Preparation pays off for Great River Energy

T&D World article by Greg Schutte, published on November 21, 2019.

Originally constructed in 1978, Great River Energy’s high-voltage direct-current system is one of a few of its kind in the world and one of the electric generation and transmission cooperative’s most valuable assets. The co-op’s high-voltage direct-current (HVDC) system consists of a 436-mile (702-km) HVDC transmission line and two converter stations, one at each end of the line, that convert electricity from alternating-current (AC) power to direct-current (DC) power and vice versa. Nearly all the power is delivered from Coal Creek Station — the co-op’s largest power plant — in Underwood, North Dakota, U.S., to Minnesota, where the utility’s 28 member co-ops are located.
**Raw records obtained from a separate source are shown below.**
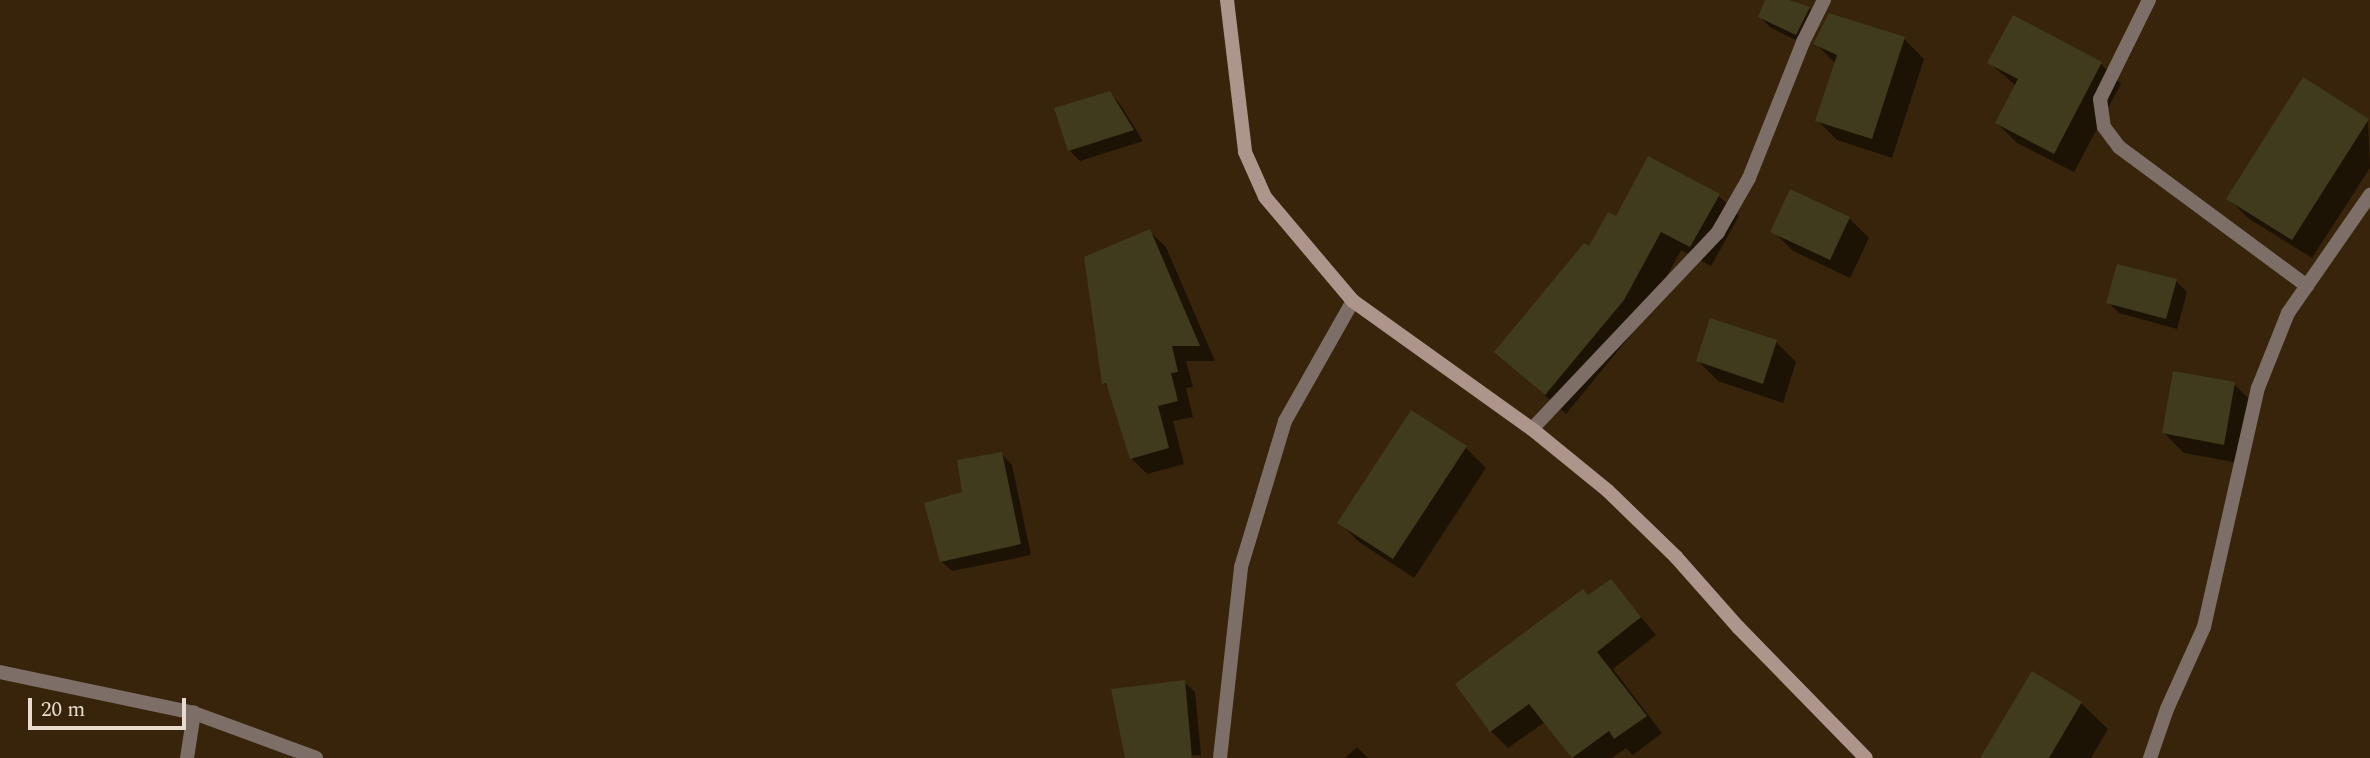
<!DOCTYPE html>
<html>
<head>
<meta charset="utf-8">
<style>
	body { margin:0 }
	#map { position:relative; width:2370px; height:758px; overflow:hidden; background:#37240b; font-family:Spectral,serif }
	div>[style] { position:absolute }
	.shadow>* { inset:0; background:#0007 }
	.building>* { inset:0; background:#403b1c }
	.street>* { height:14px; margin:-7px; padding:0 7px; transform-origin:7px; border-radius:7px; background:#7d6e67 }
	.secondary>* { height:14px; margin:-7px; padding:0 7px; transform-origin:7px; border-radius:7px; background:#ad958b }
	span { translate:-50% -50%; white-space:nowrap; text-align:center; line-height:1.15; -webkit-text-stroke:5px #37240b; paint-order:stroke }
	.scale { position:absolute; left:28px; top:698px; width:158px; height:32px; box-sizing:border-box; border:4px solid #e8dcce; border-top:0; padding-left:9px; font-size:21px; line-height:24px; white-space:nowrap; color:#e8dcce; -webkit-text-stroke:5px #37240b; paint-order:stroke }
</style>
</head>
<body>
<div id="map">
	<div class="shadow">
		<i style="clip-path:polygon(1767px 0,1784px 0,1809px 8px,1819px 19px,1806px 45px,1771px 28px,1760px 17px)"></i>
		<i style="clip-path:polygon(1904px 39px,1924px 59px,1892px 158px,1837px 140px,1817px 120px,1836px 64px,1815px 43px)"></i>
		<i style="clip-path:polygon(1990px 63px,2101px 64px,2121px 84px,2074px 172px,2017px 143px,1997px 123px,2016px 86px)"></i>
		<i style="clip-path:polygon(1110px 93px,1120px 104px,1143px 141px,1080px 161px,1069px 150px)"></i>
		<i style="clip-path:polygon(2368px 120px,2370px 168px,2312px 258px,2248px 218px,2228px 198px)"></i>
		<i style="clip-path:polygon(1719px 196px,1739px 216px,1711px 266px,1681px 250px,1643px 320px,1566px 414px,1496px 352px,1617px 219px)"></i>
		<i style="clip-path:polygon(1849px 218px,1869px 238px,1850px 278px,1793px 251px,1773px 231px)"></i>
		<i style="clip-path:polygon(1149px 231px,1166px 247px,1215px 361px,1186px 361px,1193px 387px,1186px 388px,1193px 417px,1173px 421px,1184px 464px,1147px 474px,1131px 458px,1109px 388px,1104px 383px)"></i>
		<i style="clip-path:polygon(2118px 266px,2176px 281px,2187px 292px,2177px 329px,2119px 313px,2108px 302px)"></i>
		<i style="clip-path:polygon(1776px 342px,1796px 362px,1783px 403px,1718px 381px,1698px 361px)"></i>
		<i style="clip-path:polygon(2234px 384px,2254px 404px,2244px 464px,2184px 453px,2164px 433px)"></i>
		<i style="clip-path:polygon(1466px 448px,1486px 468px,1414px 578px,1359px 542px,1339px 522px)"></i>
		<i style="clip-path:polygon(1002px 454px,1012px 465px,1031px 555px,952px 571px,941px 561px,964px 494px)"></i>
		<i style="clip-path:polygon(1611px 581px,1656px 635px,1613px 669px,1662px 733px,1633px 755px,1626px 748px,1612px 758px,1573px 758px,1545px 722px,1508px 748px,1491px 731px,1589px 597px)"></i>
		<i style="clip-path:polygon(1184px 682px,1195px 692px,1201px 755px,1127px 758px)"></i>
		<i style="clip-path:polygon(2081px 703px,2108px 729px,2091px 758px,1982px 758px)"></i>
		<i style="clip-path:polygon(1357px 747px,1368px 758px,1345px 758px)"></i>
	</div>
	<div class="building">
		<i style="clip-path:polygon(1765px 0,1789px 0,1810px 7px,1796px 35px,1758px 17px)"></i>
		<i style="clip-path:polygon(1829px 13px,1905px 37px,1872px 139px,1815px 121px,1837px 55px,1813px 44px)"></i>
		<i style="clip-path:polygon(2013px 15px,2102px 62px,2054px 154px,1995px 123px,2018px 79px,1987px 63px)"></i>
		<i style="clip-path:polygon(2303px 77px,2369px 119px,2292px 240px,2226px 199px)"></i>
		<i style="clip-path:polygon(1110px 91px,1134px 130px,1068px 151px,1054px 108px)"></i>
		<i style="clip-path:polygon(1648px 156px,1720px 194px,1690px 247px,1661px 232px,1624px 300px,1545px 395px,1494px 352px,1584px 243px,1589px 246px,1608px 212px,1616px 216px)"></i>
		<i style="clip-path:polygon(1790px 189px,1850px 217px,1830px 260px,1770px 232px)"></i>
		<i style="clip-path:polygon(1150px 229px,1200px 346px,1172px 346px,1178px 372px,1171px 373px,1178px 401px,1158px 406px,1169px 448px,1130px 459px,1106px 383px,1102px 384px,1084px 257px)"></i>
		<i style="clip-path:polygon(2117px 264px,2177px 279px,2166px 319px,2106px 303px)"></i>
		<i style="clip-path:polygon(1710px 318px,1777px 340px,1763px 384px,1696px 361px)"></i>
		<i style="clip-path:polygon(2173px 371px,2235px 382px,2224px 445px,2162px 433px)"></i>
		<i style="clip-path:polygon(1411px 410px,1467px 446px,1393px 559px,1337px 523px)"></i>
		<i style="clip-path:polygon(1002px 452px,1021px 544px,940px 562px,924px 503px,962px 492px,957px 460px)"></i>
		<i style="clip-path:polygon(1611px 579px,1641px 617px,1597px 652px,1647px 716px,1614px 739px,1609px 731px,1572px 758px,1529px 704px,1490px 732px,1455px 684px,1583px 589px,1588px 595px)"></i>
		<i style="clip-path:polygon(2032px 671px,2082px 702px,2049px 758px,1980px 758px)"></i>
		<i style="clip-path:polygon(1185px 680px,1192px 758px,1125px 758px,1111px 689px)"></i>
	</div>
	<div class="street">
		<i style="left:2149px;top:0;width:110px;rotate:116.3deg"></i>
		<i style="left:2100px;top:99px;width:28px;rotate:82deg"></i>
		<i style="left:2104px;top:127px;width:25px;rotate:53deg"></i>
		<i style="left:2119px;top:147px;width:234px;rotate:36.5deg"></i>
		<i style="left:1532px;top:429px;width:271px;rotate:-46.6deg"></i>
		<i style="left:1718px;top:232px;width:62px;rotate:-60.1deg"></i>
		<i style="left:1749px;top:178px;width:146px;rotate:-68.3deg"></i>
		<i style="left:1803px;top:42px;width:47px;rotate:-63.4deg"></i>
		<i style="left:0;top:672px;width:198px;rotate:11.9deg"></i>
		<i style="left:194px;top:713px;width:130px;rotate:20.2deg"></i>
		<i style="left:187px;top:758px;width:46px;rotate:-81.2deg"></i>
		<i style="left:1220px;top:758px;width:192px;rotate:-83.7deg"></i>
		<i style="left:1241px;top:567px;width:152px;rotate:-73.2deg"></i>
		<i style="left:1285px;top:421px;width:138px;rotate:-60.5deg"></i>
		<i style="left:2150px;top:758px;width:52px;rotate:-70.9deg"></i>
		<i style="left:2167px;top:709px;width:90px;rotate:-65.7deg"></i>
		<i style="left:2204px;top:627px;width:245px;rotate:-77.3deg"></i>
		<i style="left:2258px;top:388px;width:81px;rotate:-68.2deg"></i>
		<i style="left:2288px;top:313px;width:144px;rotate:-55.2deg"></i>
	</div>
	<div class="secondary">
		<i style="left:1227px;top:0;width:153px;rotate:83.2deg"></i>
		<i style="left:1245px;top:152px;width:49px;rotate:66deg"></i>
		<i style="left:1265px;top:197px;width:136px;rotate:49.8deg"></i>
		<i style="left:1353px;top:301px;width:220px;rotate:35.6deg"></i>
		<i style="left:1532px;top:429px;width:98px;rotate:39.2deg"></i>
		<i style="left:1608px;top:491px;width:95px;rotate:44.1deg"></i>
		<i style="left:1676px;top:557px;width:94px;rotate:48.5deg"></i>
		<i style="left:1738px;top:627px;width:183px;rotate:45.7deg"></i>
	</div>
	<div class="scale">20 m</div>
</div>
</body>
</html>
After eight years of planning and preparation, Great River Energy recently upgraded the unique HVDC system, successfully completing one of the most significant transmission projects in its history. The utility and ABB — the manufacturer of its HVDC system — completed the upgrade from March 7, 2019, to May 17, 2019, during a power plant outage that was planned for regular maintenance. As part of the upgrade, all the equipment in the converter stations was replaced with today’s technology. This included replacing the conversion equipment (valves), controls, cooling towers and smoothing reactors as well as updating the DC yards. All the work either took place inside or directly supporting the converter stations, not on the transmission line itself.